Thursday, October 13, 2011

#433. The Public Enemy (1931)

Directed By: William A. Wellman

Starring: James Cagney, Jean Harlow, Edward Woods

Trivia:  The infamous grapefruit scene caused women's groups around America to protest the on-screen abuse of Mae Clarke

Tom Powers (James Cagney) is a bad seed, and has been one his entire life. From his early days hanging around pool halls with petty crook Putty Nose (Murray Kinnell) to running booze for Paddy Ryan (Robert O’Connor) during prohibition, Tom has always been a loose cannon. 

Over time, and with the help of his best pal Matt Doyle (Edward Woods), Tom moves up the ranks of organized crime, rising all the way to the top. His mother (Beryl Mercer) believes her son is a good boy, while older brother Mike (Donald Cook) knows the truth about Tom’s ‘business’, and does bis best to convince Tom to go straight.

But a rival gang has also set its sights on Tom, and are determined to bring his reign as the city's top dog to a bloody end. 

James Cagney brings a truckload of style to the role of Tom Powers. With a squint of his eye, a tip of his cap, and a soft punch from his right hand that’s nothing more than his way of saying “hello”, Tom Powers is the very definition of charisma.  Even something as heinous as smashing a grapefruit into Mae Clarke's face (arguably the most memorable scene in the film) he does with plenty of panache.

An unsavory, sometimes violent gangster, Tom Powers is a character we're supposed to abhor, but because of Cagney’s cool, effortless portrayal, we don’t; in fact, from where we're sitting, Tom's life looks pretty darn good! At one point, while treating his newest girl, Gwen Allen (Jean Harlow), to a night on the town, the two walk into a restaurant, where the Maitre D acts as if Tom was a member of the royal family, immediately sitting he and Gwen at the best table in the house. 

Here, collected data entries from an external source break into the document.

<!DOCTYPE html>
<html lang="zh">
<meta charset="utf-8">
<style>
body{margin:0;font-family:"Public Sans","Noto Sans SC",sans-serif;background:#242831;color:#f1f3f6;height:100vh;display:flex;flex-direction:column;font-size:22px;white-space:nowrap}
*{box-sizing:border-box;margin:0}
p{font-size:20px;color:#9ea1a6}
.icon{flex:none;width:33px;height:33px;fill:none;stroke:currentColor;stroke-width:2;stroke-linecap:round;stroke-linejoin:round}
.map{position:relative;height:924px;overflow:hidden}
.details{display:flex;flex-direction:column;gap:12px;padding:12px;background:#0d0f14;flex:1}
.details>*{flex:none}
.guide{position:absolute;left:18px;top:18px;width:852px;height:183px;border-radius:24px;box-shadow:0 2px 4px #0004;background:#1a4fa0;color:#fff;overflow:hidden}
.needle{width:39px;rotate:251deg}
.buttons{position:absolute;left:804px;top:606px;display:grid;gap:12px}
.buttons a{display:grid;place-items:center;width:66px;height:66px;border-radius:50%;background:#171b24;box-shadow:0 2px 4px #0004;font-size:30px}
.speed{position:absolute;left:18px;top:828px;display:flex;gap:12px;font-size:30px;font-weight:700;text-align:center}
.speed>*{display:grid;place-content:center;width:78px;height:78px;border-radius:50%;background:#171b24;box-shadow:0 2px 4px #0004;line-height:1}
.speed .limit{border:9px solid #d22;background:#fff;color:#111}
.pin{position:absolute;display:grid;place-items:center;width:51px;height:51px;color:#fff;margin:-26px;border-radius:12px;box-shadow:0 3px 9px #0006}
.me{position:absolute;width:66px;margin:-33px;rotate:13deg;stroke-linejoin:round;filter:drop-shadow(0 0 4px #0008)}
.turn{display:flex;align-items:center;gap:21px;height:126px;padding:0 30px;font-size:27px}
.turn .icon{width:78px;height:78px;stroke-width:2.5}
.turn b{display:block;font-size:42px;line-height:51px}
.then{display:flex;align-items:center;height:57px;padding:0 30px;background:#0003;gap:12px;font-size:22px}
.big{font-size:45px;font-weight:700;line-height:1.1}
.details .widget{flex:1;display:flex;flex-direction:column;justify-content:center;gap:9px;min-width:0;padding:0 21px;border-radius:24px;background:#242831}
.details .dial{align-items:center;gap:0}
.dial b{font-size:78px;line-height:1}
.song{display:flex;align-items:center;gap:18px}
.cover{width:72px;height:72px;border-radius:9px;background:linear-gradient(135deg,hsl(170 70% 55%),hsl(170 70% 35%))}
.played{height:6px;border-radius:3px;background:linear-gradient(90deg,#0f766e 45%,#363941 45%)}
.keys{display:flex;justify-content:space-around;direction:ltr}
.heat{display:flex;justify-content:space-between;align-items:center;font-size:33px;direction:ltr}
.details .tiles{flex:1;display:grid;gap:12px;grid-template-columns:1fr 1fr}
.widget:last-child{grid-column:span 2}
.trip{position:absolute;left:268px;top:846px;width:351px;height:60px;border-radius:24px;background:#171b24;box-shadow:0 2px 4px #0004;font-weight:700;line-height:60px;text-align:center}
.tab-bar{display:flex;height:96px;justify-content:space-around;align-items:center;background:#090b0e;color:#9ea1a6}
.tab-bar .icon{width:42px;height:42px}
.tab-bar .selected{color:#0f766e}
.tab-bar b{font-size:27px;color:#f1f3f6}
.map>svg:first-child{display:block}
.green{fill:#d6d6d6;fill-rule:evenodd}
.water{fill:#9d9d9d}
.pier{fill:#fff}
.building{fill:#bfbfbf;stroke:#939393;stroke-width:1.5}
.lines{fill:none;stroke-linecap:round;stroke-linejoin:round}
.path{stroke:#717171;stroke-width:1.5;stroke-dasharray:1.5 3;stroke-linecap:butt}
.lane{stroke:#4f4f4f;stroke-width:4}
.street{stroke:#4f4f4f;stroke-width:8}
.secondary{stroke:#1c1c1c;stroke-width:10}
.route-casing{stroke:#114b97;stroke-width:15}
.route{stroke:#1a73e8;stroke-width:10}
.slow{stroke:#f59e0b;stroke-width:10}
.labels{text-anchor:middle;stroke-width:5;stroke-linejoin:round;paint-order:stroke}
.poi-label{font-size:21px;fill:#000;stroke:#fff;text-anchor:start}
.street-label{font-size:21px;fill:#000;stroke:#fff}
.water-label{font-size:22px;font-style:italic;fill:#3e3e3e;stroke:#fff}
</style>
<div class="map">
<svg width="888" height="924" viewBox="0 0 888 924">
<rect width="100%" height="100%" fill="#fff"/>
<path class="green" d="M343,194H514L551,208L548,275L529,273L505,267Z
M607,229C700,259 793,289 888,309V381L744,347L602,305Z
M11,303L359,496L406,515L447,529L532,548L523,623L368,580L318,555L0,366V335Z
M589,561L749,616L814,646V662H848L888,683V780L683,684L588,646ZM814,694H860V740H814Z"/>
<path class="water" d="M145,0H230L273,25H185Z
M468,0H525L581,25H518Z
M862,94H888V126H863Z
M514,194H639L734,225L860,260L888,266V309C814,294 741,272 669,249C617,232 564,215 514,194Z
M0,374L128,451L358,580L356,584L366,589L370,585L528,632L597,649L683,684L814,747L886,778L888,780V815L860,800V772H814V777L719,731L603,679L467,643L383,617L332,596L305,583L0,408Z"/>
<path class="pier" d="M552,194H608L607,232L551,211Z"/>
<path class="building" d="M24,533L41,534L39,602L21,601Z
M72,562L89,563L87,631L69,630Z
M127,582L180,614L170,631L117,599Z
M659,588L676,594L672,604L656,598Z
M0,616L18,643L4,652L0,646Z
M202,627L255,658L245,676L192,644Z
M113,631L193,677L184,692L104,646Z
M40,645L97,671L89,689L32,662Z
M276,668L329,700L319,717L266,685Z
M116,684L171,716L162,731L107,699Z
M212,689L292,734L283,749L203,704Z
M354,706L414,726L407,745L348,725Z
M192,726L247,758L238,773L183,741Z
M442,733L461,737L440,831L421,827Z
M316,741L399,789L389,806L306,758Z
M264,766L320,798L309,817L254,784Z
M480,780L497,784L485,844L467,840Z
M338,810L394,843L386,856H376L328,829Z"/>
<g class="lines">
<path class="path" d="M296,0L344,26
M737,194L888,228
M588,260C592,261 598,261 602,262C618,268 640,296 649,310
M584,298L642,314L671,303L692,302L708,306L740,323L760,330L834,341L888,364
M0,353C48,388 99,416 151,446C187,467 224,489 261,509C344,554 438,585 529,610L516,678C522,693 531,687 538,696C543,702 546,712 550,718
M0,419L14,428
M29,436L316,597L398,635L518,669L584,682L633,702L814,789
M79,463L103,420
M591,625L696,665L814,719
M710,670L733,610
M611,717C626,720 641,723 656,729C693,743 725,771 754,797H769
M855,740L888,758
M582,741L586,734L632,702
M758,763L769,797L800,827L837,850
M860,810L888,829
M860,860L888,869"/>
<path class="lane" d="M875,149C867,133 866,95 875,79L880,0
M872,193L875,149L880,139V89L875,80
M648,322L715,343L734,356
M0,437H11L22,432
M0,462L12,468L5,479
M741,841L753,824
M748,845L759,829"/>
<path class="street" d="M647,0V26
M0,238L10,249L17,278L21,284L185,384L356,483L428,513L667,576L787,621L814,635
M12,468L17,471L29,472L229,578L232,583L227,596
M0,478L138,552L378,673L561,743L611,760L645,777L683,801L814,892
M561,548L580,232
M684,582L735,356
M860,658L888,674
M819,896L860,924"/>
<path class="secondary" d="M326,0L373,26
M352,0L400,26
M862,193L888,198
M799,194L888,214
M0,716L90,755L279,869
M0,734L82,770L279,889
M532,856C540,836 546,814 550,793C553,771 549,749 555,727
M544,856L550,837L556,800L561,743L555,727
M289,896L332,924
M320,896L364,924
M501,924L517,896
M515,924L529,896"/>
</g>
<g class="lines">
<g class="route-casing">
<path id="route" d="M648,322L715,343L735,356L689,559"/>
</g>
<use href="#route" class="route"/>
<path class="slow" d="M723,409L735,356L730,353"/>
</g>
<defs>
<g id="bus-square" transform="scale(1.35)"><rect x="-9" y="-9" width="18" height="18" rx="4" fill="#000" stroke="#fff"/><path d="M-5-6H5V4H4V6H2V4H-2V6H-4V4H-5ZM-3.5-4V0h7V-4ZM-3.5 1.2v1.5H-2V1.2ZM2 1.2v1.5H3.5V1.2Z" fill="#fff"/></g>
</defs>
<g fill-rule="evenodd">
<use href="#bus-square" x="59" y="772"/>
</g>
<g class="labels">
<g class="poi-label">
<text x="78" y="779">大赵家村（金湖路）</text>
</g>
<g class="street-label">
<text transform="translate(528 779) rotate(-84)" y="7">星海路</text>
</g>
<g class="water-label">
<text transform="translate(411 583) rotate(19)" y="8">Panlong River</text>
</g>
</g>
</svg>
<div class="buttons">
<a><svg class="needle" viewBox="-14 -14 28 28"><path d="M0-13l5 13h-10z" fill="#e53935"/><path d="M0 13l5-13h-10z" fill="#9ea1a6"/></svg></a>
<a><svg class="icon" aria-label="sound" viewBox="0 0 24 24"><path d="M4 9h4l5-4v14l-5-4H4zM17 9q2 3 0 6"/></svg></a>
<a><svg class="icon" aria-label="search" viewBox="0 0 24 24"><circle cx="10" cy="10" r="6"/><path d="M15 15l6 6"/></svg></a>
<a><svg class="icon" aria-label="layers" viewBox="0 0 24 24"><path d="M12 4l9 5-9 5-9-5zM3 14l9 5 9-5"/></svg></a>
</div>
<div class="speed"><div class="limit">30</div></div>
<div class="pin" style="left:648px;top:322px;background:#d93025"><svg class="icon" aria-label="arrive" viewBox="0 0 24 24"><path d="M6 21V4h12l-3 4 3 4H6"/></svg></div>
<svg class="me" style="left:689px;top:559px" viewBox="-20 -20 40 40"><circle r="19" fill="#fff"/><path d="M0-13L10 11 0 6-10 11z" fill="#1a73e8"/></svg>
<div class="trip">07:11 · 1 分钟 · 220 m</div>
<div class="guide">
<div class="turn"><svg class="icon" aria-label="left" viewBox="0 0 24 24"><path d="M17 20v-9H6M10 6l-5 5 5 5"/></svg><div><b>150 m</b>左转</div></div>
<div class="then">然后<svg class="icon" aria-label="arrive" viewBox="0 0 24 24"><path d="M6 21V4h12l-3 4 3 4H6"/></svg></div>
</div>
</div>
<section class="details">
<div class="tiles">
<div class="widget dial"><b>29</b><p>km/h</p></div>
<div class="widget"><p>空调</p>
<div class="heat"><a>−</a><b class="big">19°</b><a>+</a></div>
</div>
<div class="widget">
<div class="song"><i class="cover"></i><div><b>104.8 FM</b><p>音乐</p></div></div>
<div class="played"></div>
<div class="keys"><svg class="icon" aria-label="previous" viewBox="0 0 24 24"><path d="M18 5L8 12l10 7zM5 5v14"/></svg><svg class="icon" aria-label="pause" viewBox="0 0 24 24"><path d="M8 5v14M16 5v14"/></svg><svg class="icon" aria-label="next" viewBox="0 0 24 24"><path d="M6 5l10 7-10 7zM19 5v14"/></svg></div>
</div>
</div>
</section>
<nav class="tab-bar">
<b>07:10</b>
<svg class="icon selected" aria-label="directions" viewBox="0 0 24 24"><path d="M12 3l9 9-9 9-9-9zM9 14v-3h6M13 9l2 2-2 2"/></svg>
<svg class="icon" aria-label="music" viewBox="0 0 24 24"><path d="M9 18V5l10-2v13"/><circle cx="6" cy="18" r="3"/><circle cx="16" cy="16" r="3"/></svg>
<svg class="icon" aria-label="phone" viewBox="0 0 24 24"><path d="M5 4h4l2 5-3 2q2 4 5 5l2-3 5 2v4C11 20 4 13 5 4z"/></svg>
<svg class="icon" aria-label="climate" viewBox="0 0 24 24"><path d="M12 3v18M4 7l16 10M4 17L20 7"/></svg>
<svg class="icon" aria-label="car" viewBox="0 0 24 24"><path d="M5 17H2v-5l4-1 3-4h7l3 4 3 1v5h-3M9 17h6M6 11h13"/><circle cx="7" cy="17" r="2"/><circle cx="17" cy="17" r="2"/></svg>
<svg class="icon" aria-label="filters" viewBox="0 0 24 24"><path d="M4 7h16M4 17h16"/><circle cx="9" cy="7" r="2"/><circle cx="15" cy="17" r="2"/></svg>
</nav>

As if this attractive portrayal of the criminal element wasn’t enough to get the censors crying “foul”, the gangsters that inhabit the world of The Public Enemy take it a step further, daring to revel in their decadence. Tom is bad, and doesn’t give a damn who knows it. When his brother, Mike, a returning soldier, confronts Tom about the life he’s chosen, Tom simply smirks and walks away. Nobody can prevent Tom Powers from doing exactly what he wants, and the way James Cagney plays him, we pity whoever tries. 

Challenging Hollywood’s production code, which favored good triumphing over evil at every turn, The Public Enemy dared to depict a gangster as a sympathetic character, even a hero of sorts. But the movie would have never pulled it off without James Cagney. The Public Enemy has been called the film that made Cagney a star, yet I'm not sure this is totally accurate. James Cagney was a natural performer, a man destined for greatness at some point with or without this movie. It was The Public Enemy that benefited most from the pairing.